The British government put out a call for volunteers on Tuesday to recruit 250,00 healthy adults to deliver supplies and help transport up to 1.5 million vulnerable people, after it imposed confinement measures telling people to stay home and closing all non-essential businesses.
"They will be absolutely crucial in the fight against this virus," said Prime Minister Boris Johnson on Wednesday. “Very importantly, they'll be making regular phone calls to check on and support people who are staying on their own at home. "
As of Thursday, over 500,000 people signed up. With the surge in volunteers, the NHS has upped its target to recruit 750,000 people in total.
London hospitals warned on Thursday they were overwhelmed with coronavirus patients. London, home to about a third of Britain's total population, has become the epicenter of the epidemic in the country.

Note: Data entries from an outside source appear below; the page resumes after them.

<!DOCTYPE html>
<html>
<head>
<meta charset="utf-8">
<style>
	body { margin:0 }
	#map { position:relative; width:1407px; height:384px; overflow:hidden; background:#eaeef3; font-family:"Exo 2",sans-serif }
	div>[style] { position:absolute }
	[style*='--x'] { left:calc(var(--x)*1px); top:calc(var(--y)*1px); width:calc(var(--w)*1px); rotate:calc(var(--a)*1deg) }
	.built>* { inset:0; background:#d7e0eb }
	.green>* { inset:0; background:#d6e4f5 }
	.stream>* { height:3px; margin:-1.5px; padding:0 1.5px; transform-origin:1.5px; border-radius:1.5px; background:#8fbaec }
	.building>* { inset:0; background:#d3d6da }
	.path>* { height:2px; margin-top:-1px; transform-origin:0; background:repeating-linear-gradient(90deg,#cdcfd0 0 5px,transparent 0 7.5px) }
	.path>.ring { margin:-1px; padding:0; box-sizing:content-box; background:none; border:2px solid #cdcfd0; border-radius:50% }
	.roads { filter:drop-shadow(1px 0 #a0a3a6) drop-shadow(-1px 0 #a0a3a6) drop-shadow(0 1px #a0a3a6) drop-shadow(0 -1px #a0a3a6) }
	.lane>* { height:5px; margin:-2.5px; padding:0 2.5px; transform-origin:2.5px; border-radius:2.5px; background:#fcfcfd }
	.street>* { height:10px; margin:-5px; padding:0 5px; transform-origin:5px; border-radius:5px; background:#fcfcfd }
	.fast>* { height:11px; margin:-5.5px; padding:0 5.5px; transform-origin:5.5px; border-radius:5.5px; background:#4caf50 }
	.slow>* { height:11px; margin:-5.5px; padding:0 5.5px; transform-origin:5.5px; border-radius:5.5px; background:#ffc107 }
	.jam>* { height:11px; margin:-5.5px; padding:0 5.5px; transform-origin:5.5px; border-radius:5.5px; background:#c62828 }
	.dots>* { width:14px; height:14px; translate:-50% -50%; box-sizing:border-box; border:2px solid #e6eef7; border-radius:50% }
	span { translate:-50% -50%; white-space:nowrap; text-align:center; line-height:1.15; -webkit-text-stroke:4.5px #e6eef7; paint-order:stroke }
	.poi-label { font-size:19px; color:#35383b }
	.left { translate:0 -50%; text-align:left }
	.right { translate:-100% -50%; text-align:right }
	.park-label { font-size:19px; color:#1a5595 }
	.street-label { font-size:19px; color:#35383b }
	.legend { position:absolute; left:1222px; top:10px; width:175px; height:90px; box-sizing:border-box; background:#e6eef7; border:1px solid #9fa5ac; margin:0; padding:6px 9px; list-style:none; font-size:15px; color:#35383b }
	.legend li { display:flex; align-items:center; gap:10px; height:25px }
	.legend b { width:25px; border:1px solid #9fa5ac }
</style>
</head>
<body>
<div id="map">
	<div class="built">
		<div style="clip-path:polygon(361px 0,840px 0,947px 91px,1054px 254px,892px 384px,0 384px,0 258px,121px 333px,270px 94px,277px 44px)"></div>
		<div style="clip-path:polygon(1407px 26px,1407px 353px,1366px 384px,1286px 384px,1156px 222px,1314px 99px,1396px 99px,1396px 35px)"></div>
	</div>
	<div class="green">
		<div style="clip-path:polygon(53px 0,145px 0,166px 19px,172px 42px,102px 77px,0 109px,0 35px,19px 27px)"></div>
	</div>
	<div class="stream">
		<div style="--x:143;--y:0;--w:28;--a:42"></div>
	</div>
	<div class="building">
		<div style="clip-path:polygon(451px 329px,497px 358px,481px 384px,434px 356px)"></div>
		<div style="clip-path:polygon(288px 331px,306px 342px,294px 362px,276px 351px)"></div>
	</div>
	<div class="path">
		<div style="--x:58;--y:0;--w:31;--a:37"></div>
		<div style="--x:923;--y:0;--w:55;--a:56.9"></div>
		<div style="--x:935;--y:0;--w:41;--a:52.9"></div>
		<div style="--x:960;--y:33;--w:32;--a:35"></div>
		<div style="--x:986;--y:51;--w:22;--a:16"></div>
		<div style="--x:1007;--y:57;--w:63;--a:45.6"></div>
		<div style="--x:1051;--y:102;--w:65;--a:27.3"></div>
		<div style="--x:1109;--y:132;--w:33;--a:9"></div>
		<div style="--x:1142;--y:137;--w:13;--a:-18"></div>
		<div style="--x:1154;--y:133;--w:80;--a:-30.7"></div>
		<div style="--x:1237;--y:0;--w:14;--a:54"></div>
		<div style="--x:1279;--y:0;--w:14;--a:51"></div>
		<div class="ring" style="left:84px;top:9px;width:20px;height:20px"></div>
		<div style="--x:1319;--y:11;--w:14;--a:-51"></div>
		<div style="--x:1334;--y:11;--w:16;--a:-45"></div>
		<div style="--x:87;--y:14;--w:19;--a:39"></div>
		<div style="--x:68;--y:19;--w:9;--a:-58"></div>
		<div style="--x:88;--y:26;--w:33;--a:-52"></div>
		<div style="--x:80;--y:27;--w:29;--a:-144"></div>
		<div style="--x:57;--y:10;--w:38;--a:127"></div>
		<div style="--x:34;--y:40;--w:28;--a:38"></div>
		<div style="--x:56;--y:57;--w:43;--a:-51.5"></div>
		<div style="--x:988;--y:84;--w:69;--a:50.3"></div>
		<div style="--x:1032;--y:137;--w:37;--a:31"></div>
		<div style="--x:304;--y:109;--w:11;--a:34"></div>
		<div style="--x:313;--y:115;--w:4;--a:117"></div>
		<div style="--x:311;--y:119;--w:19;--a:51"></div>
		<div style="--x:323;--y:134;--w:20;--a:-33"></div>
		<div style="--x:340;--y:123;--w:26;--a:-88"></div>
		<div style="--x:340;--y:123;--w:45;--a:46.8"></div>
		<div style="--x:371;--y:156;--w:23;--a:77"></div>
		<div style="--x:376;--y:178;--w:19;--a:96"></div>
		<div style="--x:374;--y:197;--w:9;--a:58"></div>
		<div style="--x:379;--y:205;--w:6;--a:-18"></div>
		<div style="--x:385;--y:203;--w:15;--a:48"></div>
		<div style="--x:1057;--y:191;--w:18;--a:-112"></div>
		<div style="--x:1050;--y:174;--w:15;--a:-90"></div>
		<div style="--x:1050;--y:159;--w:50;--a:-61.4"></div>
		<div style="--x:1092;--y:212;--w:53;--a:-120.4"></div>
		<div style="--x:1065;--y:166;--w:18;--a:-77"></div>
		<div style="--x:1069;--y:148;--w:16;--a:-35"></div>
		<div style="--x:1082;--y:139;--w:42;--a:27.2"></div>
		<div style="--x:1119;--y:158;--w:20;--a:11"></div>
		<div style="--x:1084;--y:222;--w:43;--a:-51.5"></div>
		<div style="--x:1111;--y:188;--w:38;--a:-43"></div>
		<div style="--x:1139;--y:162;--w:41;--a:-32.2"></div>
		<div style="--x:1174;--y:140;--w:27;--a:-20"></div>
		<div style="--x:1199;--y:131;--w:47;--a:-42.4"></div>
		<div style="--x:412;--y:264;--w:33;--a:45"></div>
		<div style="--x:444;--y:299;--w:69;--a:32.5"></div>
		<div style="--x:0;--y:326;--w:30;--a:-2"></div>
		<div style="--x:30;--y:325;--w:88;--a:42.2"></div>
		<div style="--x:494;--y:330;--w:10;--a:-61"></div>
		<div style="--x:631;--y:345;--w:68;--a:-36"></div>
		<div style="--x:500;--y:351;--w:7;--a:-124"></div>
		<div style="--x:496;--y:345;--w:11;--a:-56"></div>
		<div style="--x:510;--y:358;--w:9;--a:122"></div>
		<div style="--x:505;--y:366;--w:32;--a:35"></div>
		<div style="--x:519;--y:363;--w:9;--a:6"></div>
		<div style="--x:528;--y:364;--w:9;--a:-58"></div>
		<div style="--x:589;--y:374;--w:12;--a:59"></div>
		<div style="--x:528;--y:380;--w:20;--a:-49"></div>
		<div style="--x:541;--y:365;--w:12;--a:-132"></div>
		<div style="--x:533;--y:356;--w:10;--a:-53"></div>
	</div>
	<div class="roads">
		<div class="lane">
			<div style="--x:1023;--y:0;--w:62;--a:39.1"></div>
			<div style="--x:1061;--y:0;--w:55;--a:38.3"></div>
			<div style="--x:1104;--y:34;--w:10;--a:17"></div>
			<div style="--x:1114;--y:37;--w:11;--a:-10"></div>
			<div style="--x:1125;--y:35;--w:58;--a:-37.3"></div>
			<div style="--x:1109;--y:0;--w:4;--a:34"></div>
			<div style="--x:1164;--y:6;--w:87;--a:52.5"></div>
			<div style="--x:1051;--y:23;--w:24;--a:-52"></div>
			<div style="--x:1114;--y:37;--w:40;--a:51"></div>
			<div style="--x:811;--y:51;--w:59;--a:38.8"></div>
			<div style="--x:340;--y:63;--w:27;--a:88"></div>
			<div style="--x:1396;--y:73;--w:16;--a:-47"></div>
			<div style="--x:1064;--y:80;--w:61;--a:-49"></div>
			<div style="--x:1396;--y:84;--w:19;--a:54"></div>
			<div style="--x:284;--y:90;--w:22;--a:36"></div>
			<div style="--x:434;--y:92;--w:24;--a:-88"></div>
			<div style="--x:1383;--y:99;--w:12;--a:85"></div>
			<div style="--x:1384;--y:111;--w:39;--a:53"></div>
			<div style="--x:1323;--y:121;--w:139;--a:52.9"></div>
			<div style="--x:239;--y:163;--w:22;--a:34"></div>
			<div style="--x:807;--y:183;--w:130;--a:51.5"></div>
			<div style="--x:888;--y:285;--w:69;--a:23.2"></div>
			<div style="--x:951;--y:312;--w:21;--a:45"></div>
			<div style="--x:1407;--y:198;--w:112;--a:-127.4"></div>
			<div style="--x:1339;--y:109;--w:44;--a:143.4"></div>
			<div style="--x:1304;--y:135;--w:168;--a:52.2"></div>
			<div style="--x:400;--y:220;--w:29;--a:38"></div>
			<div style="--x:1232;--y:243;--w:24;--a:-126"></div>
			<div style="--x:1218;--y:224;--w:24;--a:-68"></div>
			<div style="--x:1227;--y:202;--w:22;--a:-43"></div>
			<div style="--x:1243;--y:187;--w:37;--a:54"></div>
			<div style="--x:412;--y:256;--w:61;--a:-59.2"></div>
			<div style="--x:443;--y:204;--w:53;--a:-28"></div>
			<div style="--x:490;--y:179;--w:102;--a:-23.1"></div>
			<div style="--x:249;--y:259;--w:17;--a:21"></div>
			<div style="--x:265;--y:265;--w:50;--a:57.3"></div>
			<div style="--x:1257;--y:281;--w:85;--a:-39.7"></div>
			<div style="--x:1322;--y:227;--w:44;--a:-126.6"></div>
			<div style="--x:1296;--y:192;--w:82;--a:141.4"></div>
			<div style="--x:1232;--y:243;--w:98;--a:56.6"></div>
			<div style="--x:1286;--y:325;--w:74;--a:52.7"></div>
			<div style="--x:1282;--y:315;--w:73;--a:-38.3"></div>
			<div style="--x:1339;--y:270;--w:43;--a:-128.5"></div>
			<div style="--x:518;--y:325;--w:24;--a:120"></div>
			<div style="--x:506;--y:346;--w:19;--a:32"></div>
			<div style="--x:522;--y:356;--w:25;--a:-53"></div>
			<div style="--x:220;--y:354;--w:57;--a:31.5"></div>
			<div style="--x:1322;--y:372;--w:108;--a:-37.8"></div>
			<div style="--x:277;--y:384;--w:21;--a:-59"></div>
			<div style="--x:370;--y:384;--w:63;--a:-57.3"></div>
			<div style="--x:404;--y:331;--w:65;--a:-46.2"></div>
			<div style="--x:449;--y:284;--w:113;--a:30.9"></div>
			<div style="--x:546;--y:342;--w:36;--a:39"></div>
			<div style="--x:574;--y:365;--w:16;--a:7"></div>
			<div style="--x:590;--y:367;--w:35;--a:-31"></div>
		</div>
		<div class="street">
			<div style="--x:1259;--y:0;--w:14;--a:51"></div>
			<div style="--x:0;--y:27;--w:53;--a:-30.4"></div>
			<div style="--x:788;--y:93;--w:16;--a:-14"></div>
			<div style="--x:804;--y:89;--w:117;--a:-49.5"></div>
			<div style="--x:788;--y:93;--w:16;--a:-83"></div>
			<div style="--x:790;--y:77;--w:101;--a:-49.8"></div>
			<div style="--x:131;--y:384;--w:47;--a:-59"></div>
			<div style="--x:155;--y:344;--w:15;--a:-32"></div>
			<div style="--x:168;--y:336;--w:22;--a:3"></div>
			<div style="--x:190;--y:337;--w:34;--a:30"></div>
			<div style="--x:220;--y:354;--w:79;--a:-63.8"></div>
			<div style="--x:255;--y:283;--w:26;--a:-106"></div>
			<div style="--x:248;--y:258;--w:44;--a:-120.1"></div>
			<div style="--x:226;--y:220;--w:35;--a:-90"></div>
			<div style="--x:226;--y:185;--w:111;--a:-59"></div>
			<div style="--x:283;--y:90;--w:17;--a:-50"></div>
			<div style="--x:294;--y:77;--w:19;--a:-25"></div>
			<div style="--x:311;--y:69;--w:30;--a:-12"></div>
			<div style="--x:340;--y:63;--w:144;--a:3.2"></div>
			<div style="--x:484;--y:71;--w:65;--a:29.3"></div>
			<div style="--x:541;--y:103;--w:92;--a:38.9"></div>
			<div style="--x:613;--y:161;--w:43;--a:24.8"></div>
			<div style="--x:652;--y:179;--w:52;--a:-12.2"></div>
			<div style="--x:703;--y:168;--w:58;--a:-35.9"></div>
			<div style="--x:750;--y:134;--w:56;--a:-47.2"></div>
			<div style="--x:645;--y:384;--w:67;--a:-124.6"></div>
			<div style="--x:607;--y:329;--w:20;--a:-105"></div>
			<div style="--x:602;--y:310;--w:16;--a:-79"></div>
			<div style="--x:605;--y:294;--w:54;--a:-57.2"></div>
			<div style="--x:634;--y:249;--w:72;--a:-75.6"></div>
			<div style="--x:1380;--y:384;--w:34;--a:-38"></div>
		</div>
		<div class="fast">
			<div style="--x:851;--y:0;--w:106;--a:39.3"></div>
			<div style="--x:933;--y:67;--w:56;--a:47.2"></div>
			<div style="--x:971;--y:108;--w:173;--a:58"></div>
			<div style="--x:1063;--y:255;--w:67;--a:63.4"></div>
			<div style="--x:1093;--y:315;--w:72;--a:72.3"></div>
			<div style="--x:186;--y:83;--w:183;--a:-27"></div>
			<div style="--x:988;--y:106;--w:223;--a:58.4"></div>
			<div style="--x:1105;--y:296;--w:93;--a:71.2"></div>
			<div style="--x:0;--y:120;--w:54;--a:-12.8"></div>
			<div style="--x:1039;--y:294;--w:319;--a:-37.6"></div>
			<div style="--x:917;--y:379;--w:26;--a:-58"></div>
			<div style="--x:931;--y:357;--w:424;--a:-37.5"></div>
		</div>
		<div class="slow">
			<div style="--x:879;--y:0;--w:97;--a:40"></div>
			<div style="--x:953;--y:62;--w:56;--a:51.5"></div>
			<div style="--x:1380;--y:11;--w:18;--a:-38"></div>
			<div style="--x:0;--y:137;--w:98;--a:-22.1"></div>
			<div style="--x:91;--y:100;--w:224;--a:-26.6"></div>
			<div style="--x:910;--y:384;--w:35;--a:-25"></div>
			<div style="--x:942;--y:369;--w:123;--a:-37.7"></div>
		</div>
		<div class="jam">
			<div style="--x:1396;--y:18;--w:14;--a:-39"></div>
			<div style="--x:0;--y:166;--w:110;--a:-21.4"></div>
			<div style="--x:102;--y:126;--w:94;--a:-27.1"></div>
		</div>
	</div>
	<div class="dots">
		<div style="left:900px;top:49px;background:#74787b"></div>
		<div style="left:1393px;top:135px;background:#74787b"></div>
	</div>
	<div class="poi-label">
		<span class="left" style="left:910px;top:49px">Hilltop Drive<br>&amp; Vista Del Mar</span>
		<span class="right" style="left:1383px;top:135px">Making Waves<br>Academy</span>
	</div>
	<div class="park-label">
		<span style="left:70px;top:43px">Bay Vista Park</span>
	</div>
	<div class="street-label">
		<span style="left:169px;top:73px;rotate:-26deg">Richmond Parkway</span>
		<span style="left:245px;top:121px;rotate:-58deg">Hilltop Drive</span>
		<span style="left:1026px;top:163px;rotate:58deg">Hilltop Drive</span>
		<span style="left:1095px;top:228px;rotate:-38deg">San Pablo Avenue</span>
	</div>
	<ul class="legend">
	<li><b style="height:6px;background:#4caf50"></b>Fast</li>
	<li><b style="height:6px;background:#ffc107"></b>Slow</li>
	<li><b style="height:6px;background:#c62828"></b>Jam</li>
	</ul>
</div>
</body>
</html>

According to the latest figures, 463 people have died from the virus in the UK, and more than 9,500 people have been infected.
The surge in volunteers comes after years of funding cuts to the NHS that have left staffing shortages, and led to record waits in A&E.
Johnson said last week that his administration has been addressing shortages, with “87,000 more nurses this year than last year, and we are recruiting another 50,000 more."
Volunteer schemes elsewhere
Under the British volunteer scheme, healthcare workers and charities will be able to request help for patients, who will then be matched with volunteers who live nearby.
In France, which has been under a similar confinement since last Tuesday, the government has recruited 100,000 people through the Je veux aider (I want to help).
The scheme is more formalised than the British one, and includes 40,000 social work students to make up a “health reserve” of healthy people who can help in institutions for disabled people, retirement homes or foster homes.
Local authorities must make the needs of the regions known, and they will be put in touch with young volunteers.
The health ministry also launched a call Wednesday night for health professionals, including retired ones, to help hospitals in their regions.